**Problem to solve:**
In the entries that follow, the lines from the one with "display:flex; justify-content:space-between; align-items:center;" through the one with "margin:0; font-size:16px; white-space:nowrap;" are the ones to write out, exactly and with both ends included. Nothing else should appear.

**Data for analysis:**

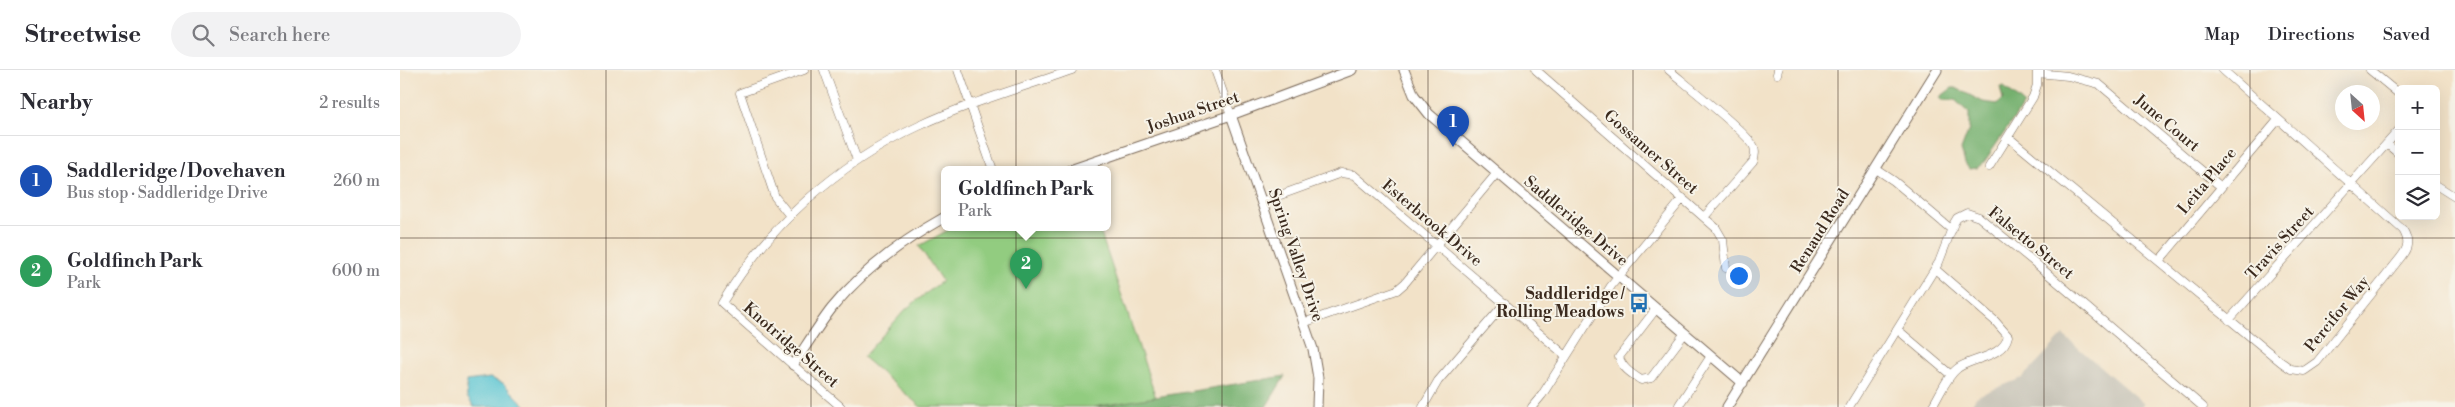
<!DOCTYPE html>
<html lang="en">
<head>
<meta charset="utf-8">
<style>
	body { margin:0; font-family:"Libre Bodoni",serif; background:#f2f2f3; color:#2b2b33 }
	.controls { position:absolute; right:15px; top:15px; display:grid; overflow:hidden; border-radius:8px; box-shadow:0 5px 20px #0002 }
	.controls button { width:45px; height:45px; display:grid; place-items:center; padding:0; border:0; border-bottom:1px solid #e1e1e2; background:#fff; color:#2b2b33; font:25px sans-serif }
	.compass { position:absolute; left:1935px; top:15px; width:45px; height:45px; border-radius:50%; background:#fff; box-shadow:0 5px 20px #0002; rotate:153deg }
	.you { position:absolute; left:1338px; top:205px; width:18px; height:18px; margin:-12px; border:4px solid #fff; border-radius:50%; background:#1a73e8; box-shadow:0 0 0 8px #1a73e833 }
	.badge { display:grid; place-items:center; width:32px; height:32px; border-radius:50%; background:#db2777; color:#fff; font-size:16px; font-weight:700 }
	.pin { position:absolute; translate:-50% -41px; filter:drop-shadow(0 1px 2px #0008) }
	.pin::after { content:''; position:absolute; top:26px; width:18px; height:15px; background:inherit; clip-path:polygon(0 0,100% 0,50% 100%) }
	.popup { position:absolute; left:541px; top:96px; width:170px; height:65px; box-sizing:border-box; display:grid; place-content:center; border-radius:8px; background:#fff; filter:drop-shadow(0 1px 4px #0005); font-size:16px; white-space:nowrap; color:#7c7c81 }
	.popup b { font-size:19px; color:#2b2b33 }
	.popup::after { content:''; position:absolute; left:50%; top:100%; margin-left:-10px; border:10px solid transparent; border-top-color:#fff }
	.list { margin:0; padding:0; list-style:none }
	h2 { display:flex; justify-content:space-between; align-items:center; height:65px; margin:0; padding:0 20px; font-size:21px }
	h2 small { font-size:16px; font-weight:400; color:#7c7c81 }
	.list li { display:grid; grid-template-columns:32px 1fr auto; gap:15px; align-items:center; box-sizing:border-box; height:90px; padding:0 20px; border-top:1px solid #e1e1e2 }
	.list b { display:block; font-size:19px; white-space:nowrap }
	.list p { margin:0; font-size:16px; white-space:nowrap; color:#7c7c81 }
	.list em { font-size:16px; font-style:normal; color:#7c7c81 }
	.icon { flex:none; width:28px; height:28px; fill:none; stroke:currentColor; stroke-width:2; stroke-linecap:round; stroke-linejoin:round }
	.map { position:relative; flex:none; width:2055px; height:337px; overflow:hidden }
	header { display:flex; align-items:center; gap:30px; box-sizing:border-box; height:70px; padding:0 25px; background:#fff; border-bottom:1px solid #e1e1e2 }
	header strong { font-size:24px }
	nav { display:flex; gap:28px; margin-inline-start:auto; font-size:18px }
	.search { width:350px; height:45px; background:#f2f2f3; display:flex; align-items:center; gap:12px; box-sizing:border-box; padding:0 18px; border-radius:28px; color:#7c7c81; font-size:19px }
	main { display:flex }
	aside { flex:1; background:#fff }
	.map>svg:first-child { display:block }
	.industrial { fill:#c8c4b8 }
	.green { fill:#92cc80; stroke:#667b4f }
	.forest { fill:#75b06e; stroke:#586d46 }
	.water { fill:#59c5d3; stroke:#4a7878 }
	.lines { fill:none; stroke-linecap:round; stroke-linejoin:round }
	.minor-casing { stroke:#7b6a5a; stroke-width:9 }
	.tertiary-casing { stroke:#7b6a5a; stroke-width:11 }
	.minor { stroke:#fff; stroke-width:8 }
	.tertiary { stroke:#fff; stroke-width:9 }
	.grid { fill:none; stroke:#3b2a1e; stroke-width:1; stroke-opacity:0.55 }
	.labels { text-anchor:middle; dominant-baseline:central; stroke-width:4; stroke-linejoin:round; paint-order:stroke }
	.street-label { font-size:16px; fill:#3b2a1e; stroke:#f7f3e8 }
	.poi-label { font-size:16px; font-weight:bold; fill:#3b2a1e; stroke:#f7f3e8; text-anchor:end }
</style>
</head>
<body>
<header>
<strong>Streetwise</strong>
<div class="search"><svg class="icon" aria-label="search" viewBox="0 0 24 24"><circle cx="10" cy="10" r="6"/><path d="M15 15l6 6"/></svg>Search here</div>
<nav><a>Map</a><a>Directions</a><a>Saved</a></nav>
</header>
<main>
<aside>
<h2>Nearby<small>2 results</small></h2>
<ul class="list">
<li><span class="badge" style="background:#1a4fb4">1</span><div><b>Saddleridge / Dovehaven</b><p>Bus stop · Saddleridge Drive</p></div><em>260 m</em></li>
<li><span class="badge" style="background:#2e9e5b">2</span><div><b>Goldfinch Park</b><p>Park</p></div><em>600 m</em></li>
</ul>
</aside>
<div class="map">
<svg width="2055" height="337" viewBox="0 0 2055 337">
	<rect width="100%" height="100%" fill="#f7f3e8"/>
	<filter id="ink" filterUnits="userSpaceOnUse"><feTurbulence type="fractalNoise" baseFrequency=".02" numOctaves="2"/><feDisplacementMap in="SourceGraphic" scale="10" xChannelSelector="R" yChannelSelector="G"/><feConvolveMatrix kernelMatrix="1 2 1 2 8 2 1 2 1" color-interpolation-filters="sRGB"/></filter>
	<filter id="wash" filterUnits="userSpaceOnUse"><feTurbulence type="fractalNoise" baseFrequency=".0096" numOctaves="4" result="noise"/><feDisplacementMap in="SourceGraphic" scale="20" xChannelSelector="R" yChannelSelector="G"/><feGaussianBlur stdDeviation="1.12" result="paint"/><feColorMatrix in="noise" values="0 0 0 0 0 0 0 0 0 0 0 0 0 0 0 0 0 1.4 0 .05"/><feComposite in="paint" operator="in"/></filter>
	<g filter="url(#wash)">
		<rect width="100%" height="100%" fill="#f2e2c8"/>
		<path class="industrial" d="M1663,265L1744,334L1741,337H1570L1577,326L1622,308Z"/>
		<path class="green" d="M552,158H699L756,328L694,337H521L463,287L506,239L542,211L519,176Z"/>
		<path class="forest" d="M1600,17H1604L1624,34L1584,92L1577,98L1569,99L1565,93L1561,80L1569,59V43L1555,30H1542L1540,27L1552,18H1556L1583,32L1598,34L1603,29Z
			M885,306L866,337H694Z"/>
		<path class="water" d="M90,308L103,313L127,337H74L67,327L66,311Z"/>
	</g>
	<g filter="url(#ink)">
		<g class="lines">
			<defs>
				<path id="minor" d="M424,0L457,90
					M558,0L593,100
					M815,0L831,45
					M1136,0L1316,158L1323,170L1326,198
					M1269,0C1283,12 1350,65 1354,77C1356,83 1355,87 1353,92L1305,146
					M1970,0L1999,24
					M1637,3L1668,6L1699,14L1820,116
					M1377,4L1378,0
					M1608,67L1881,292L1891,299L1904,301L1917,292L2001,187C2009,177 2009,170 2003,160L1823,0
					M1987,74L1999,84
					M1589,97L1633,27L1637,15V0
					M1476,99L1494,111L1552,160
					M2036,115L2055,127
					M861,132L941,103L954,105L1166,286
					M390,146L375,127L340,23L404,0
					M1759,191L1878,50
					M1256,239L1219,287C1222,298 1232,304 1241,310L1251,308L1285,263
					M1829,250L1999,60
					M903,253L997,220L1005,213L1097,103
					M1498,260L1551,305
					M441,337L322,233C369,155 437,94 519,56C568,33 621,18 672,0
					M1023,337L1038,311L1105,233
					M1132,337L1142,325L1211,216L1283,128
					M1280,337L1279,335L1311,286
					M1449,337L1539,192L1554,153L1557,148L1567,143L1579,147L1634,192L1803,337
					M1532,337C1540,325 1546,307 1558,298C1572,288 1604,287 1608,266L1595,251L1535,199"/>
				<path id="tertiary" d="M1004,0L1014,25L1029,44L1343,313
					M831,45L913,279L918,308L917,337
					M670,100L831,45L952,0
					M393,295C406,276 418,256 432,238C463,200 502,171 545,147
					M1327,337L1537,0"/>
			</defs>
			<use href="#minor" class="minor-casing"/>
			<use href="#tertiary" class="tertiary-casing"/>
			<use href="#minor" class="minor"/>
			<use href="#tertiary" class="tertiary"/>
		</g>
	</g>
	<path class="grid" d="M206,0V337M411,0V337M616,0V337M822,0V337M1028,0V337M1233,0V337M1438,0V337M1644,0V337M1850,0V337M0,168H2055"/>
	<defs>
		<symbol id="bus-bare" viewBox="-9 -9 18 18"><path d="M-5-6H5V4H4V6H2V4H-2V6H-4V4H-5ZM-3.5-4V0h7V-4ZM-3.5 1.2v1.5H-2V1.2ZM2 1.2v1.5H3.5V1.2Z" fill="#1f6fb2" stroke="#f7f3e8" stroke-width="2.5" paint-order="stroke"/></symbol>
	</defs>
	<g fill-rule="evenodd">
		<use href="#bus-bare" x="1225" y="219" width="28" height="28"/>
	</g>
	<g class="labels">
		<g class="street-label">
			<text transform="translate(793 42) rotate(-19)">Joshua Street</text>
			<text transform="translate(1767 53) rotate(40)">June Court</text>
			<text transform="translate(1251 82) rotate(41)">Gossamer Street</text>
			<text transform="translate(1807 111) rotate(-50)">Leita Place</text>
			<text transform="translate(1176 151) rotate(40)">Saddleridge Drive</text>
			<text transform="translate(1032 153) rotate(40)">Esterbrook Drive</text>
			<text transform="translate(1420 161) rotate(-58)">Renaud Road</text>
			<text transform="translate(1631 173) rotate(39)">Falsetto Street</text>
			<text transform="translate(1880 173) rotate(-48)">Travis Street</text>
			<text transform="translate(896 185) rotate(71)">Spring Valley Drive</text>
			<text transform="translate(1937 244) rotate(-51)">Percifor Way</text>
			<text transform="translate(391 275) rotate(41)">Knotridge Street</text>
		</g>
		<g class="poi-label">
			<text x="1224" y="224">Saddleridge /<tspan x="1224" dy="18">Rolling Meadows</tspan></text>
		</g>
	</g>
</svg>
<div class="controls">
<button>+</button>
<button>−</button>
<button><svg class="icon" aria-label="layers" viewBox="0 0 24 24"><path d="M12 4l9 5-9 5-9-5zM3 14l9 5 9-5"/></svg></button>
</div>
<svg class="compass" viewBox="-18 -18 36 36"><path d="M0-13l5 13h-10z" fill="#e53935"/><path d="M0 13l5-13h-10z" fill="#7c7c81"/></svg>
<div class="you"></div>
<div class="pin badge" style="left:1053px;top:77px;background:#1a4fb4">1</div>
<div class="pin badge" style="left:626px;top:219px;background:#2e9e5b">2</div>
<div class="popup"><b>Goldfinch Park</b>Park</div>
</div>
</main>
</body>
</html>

---

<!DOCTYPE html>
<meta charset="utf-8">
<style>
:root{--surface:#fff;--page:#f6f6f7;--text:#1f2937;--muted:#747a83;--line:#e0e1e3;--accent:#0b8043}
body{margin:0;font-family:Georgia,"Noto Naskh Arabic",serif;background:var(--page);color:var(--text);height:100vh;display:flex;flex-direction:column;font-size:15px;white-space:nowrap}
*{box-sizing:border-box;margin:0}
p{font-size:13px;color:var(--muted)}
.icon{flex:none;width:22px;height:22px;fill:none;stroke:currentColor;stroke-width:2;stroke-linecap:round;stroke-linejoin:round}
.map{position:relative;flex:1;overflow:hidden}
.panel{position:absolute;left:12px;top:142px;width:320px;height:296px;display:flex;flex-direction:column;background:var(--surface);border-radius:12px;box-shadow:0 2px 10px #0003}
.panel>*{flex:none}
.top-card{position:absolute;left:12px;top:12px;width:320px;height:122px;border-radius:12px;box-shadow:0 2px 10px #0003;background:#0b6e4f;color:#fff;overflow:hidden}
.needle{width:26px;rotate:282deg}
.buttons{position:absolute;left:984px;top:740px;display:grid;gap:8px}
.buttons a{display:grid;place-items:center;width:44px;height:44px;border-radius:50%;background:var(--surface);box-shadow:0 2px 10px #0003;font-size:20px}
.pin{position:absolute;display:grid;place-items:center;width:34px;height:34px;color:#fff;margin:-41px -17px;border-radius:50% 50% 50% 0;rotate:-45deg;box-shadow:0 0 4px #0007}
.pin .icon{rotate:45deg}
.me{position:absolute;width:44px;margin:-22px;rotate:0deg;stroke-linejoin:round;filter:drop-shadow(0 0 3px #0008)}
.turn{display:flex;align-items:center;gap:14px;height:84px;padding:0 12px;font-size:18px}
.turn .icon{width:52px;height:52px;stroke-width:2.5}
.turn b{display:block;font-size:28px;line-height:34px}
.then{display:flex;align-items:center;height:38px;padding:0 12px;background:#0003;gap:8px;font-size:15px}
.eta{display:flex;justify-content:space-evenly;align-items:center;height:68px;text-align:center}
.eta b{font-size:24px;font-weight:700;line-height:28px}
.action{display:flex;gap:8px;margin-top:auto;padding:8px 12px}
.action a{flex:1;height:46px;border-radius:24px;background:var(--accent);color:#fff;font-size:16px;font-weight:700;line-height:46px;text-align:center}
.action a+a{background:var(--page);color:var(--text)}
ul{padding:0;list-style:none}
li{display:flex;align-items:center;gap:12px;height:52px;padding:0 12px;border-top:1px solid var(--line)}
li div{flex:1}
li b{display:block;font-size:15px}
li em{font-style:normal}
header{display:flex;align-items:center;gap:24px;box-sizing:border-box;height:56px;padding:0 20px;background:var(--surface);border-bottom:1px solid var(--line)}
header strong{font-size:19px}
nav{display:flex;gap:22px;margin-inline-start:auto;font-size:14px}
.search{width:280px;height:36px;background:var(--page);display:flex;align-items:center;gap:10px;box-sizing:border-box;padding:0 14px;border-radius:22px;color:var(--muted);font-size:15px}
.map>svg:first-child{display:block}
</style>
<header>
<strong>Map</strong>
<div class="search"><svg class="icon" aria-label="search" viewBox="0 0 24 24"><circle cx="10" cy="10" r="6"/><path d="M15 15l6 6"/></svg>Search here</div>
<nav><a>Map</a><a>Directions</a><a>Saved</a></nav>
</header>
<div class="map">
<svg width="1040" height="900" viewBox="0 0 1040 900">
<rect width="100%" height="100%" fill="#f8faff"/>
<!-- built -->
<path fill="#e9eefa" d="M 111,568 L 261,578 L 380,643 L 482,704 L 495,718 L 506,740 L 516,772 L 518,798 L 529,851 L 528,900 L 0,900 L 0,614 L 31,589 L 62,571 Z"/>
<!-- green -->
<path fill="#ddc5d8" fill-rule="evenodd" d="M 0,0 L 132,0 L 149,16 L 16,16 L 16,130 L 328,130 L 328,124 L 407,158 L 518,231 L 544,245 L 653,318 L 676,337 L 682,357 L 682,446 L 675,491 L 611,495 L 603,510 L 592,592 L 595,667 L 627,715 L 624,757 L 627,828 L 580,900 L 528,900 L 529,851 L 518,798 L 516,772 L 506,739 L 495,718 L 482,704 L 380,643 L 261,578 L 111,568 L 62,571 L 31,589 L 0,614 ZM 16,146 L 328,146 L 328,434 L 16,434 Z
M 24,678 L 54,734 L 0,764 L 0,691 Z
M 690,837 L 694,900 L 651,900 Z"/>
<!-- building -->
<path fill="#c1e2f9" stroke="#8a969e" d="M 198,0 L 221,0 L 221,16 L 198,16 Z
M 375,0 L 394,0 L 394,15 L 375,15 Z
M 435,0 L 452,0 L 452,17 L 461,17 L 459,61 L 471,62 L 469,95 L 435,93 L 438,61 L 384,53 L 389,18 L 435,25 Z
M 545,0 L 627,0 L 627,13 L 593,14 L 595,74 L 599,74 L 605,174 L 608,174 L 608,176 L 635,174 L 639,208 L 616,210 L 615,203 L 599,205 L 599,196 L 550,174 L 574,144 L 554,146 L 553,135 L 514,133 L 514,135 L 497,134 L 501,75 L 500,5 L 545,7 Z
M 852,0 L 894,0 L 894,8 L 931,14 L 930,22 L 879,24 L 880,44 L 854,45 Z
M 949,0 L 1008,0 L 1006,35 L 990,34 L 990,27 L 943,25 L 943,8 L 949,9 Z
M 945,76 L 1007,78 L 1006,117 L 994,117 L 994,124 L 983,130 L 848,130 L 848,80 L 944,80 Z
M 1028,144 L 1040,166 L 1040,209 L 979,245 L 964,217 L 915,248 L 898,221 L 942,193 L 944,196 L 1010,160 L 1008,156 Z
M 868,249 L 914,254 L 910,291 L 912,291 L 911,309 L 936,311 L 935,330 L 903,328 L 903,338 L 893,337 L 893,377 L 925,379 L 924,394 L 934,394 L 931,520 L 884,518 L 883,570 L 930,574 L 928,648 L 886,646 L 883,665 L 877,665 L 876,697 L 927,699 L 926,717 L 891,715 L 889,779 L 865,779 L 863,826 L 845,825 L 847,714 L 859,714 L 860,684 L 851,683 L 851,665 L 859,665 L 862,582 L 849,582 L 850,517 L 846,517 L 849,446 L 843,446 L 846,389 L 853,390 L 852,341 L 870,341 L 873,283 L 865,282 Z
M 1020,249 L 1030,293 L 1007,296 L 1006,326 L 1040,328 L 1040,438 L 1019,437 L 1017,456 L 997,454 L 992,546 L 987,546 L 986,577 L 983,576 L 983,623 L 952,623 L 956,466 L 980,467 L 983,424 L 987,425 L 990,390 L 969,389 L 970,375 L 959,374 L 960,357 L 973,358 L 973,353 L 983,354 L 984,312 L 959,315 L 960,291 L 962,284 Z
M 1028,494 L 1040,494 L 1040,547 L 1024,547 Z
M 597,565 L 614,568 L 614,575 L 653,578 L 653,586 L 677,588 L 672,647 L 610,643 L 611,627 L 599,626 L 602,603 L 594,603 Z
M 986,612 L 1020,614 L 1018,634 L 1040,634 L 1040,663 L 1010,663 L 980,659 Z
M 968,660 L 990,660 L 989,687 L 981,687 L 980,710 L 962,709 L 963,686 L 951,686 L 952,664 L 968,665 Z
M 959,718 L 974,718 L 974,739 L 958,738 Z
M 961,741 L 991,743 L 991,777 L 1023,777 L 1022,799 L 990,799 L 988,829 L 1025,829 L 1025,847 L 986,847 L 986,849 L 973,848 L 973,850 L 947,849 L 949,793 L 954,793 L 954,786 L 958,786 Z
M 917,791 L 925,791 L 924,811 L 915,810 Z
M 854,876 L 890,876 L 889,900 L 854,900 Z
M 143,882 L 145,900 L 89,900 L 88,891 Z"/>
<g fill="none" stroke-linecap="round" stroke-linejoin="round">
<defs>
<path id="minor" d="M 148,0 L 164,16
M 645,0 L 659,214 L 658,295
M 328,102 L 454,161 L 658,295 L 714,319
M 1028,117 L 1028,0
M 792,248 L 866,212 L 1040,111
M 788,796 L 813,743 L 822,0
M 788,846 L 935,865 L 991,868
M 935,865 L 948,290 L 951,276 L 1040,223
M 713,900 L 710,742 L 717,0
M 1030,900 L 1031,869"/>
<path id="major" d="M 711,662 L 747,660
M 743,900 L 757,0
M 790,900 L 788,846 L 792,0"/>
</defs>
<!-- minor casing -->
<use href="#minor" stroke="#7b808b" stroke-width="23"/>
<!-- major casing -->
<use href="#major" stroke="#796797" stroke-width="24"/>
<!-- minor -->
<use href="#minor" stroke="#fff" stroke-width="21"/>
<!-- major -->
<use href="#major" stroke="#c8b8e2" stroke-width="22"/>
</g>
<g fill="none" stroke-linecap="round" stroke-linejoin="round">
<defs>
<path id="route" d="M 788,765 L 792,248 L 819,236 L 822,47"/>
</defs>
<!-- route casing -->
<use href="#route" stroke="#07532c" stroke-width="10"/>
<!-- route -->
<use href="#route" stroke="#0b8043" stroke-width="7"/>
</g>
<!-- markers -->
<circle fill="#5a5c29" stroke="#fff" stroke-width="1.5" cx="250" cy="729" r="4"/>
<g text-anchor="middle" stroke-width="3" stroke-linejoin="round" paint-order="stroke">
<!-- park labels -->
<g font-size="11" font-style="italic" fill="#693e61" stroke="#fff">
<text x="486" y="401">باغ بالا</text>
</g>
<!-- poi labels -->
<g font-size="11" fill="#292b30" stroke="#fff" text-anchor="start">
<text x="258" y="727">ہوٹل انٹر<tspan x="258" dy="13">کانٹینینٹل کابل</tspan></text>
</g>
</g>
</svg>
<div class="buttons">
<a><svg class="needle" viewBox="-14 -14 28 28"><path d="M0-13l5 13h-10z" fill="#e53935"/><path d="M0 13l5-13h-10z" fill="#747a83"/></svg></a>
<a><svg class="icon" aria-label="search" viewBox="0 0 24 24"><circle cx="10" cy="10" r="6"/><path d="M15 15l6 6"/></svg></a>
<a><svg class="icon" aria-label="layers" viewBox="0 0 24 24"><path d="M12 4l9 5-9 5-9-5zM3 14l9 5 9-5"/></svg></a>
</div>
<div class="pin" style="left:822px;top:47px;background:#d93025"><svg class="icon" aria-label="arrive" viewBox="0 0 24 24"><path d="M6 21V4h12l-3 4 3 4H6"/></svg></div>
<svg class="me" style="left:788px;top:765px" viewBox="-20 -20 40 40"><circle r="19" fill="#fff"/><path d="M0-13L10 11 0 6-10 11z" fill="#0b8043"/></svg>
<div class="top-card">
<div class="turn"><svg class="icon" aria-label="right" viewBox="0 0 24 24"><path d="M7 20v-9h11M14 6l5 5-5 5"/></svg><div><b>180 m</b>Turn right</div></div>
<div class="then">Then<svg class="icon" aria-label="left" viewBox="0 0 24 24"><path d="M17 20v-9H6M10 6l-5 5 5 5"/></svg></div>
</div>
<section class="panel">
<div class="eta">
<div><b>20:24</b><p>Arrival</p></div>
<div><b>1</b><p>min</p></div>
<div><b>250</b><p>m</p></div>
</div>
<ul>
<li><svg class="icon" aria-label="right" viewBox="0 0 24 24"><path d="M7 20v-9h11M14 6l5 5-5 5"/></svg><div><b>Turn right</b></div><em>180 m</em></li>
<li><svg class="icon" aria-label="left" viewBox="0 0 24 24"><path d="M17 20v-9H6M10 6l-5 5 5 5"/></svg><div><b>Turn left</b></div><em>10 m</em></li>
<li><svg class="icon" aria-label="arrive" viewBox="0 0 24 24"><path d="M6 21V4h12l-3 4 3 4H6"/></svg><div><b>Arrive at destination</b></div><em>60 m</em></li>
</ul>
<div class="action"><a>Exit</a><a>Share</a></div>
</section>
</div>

**Exercise output:**
	h2 { display:flex; justify-content:space-between; align-items:center; height:65px; margin:0; padding:0 20px; font-size:21px }
	h2 small { font-size:16px; font-weight:400; color:#7c7c81 }
	.list li { display:grid; grid-template-columns:32px 1fr auto; gap:15px; align-items:center; box-sizing:border-box; height:90px; padding:0 20px; border-top:1px solid #e1e1e2 }
	.list b { display:block; font-size:19px; white-space:nowrap }
	.list p { margin:0; font-size:16px; white-space:nowrap; color:#7c7c81 }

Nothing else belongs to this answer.